A Quarta Linha de Modelos, e a Primeira Sem Opção de Combustão
A Bentley confirmou, durante a Monterey Car Week, que o seu primeiro modelo de produção totalmente elétrico se vai chamar Torcal, retirando o nome de El Torcal de Antequera, o carso calcário esculpido pelo vento na Andaluzia -- dando continuidade a uma tradição de nomenclatura que já inclui o Bentayga, o Bacalar e o Batur. Com estreia completa marcada para 23 de setembro em Londres, o Torcal torna-se a quarta linha de modelos da Bentley, ao lado do Continental GT, do Flying Spur e do Bentayga, e a primeira construída sem qualquer variante de combustão prevista.

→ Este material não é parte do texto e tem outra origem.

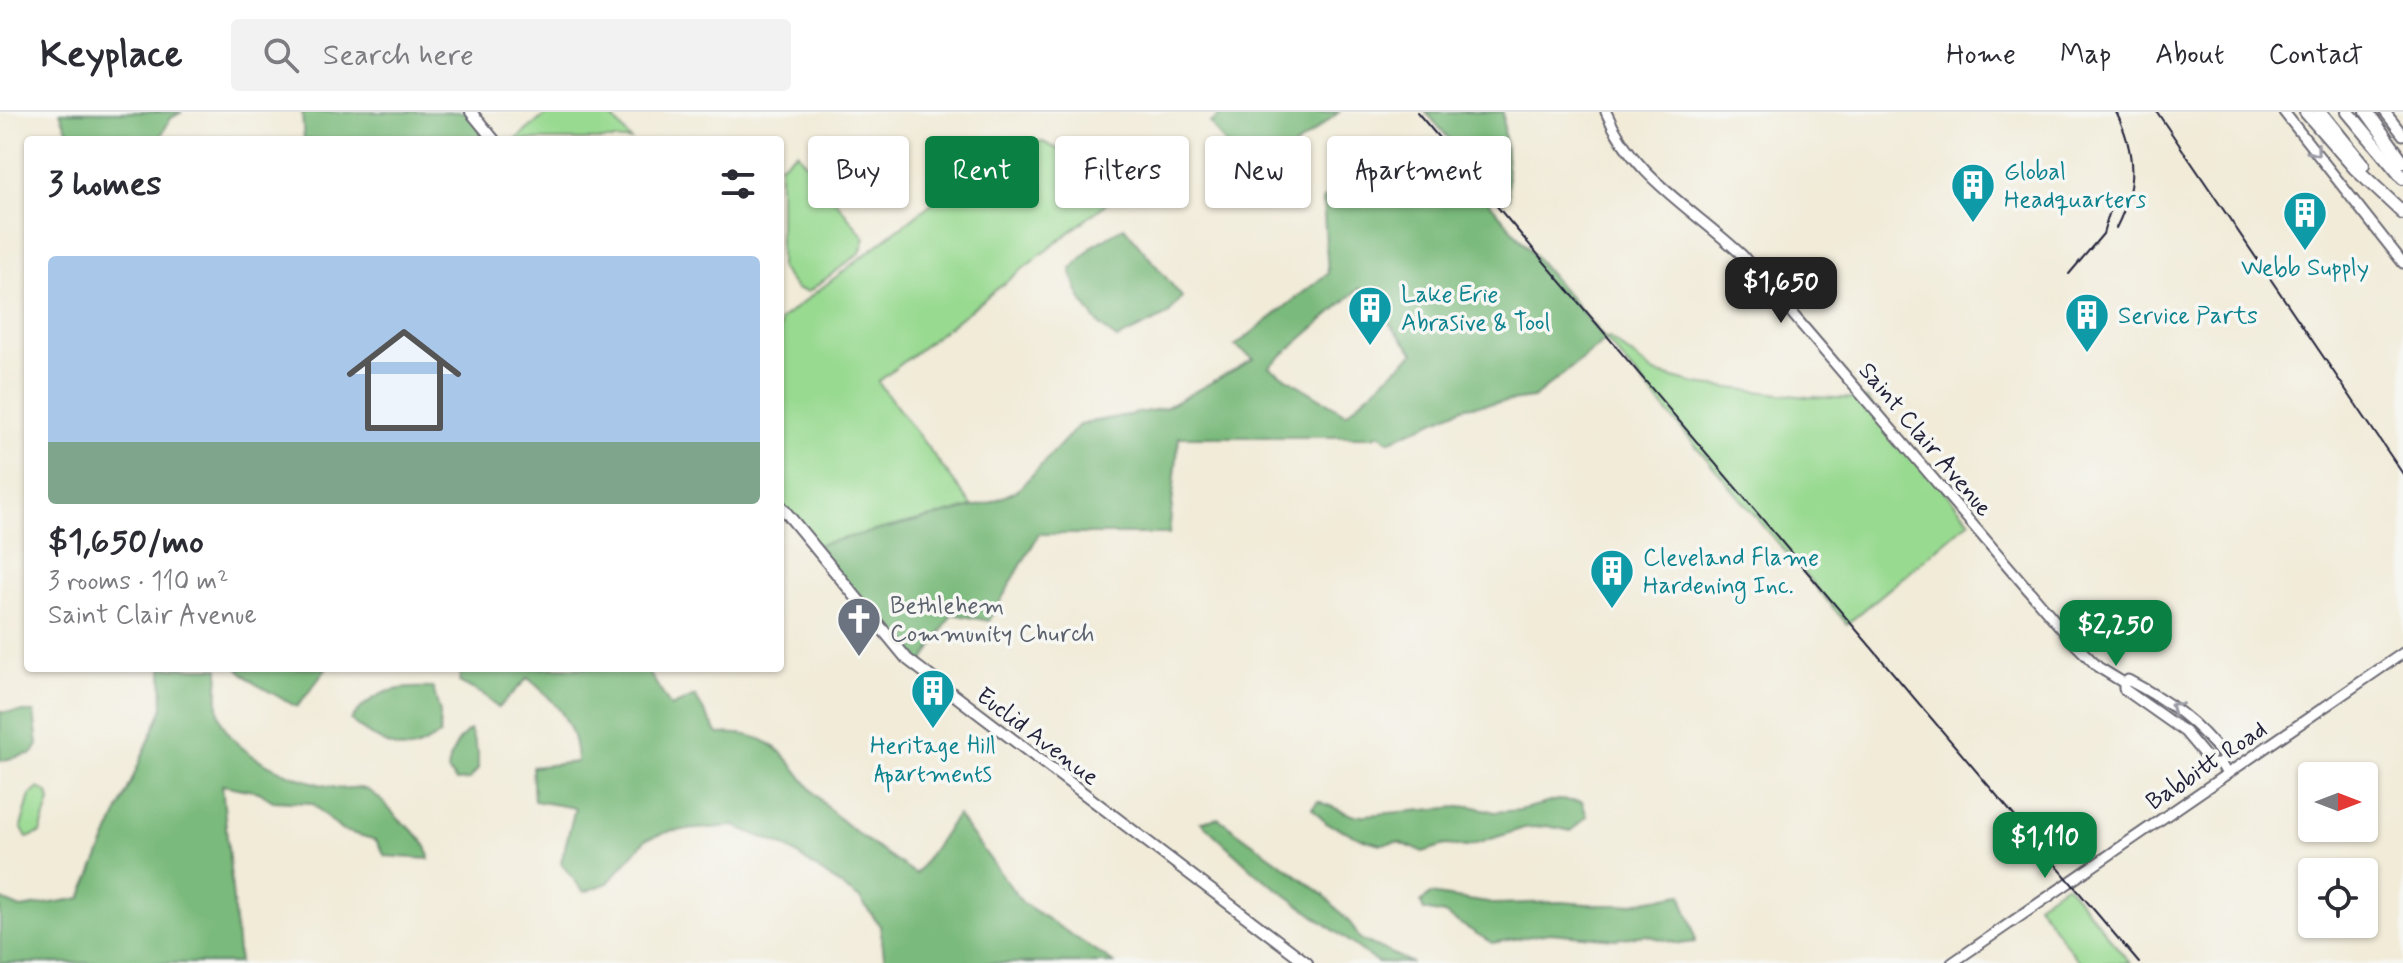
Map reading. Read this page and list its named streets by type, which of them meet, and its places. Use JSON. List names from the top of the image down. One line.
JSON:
{"streets":{"main road":["Euclid Avenue"],"street":["Saint Clair Avenue","Babbitt Road"]},"crossings":[["Saint Clair Avenue","Babbitt Road"]],"places":{"building":["Global Headquarters","Webb Supply","Lake Erie Abrasive & Tool","Service Parts","Cleveland Flame Hardening Inc.","Heritage Hill Apartments"],"church":["Bethlehem Community Church"]},"north":"right","page":{"header":"Keyplace","search":"Search here","nav":["Home","Map","About","Contact"],"chip":["Buy","Rent","Filters","New","Apartment"],"heading":"3 homes","list":[{"name":"$1,650/mo","note":"3 rooms · 110 m² · Saint Clair Avenue"}],"price":["$1,650","$2,250","$1,110"]}}
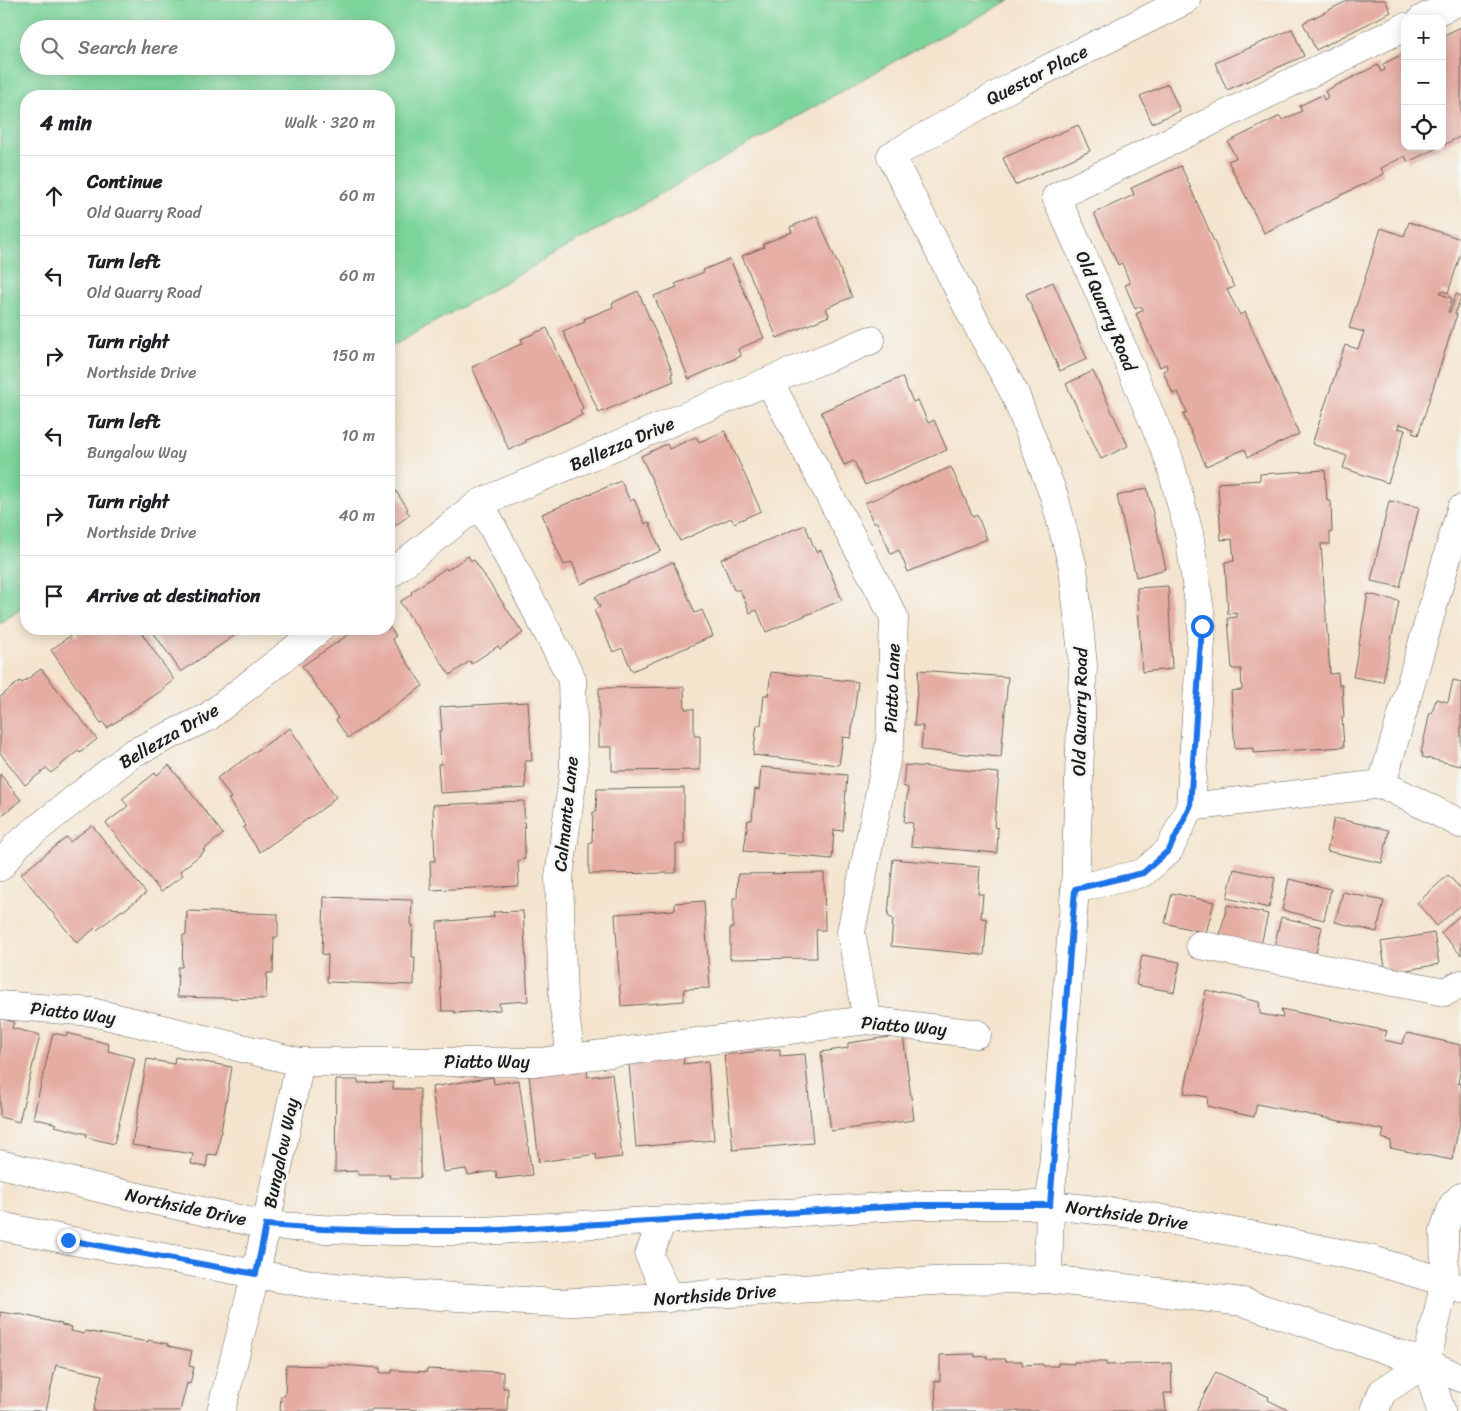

Por baixo da carroçaria, o Torcal partilha a sua plataforma PPE de 800 volts com o Porsche Cayenne Electric, uma relação que a Bentley tem assumido abertamente em vez de a minimizar. Uma bateria de 113 kWh alimenta um sistema de tração integral com dois motores, produzindo cerca de 850 cv, com carregamento rápido em corrente contínua até 390 kW, capaz de acrescentar 160 km de autonomia em cerca de sete minutos. A Bentley ainda não confirmou um valor final de WLTP, embora o diretor de design Robin Paige tenha apontado para uma autonomia entre 480 e 560 km -- respeitável para um crossover que, segundo consta, pesa perto de 2.700 kg.
Um Habitáculo Construído para Evitar o Material Que Mais Identifica a Bentley
Aquilo de que a Bentley tem estado bem mais disposta a falar é do habitáculo, e em particular daquilo que lhe falta. O estofo do Torcal está disponível em lã Merino 100%, certificada pelo Responsible Wool Standard -- uma primeira num interior automóvel de produção, e uma rutura deliberada com as peles que definiram os habitáculos de Crewe durante mais de um século. Ao seu lado surge o Ombre Veneer, um acabamento para o tablier construído a partir de mais de 1.000 camadas de aparas de nogueira e papel reciclado, prensadas em conjunto e cortadas com menos de um milímetro de espessura, além de um novo acabamento Sunburst Aluminium da Mulliner, com um padrão escovado em três direções. A Bentley detalhou ainda um "Curation Engine" -- quatro ambientes de habitáculo que coordenam iluminação, som, climatização e informação ambiente em torno de um determinado estado de espírito, em vez de deixar cada sistema para ser regulado individualmente.
Se esta combinação se lê como luxo sustentável ou como uma salvaguarda perante uma futura regulação sobre a pele é uma questão que a Bentley deixou, em grande medida, para os compradores responderem, mas o momento escolhido não é acidental: o Torcal chega numa altura em que a adoção de veículos elétricos entre compradores ultra-ricos, incluindo no Golfo, deixou de ser uma novidade para passar a ser uma expectativa, pelo menos para um carro na garagem. Para o Dubai e para o Golfo em geral -- onde o W12 a gasolina da Bentley há muito conta com um público fiel, e onde o calor extremo tornou um estofo respirável e resistente à transpiração mais do que uma escolha estética -- um interior em lã garantido de fábrica e um pacote de baterias concebido para carregamento rápido em climas quentes fazem do Torcal um verdadeiro teste sobre se o comprador tradicional da Bentley a vai seguir rumo a um futuro elétrico.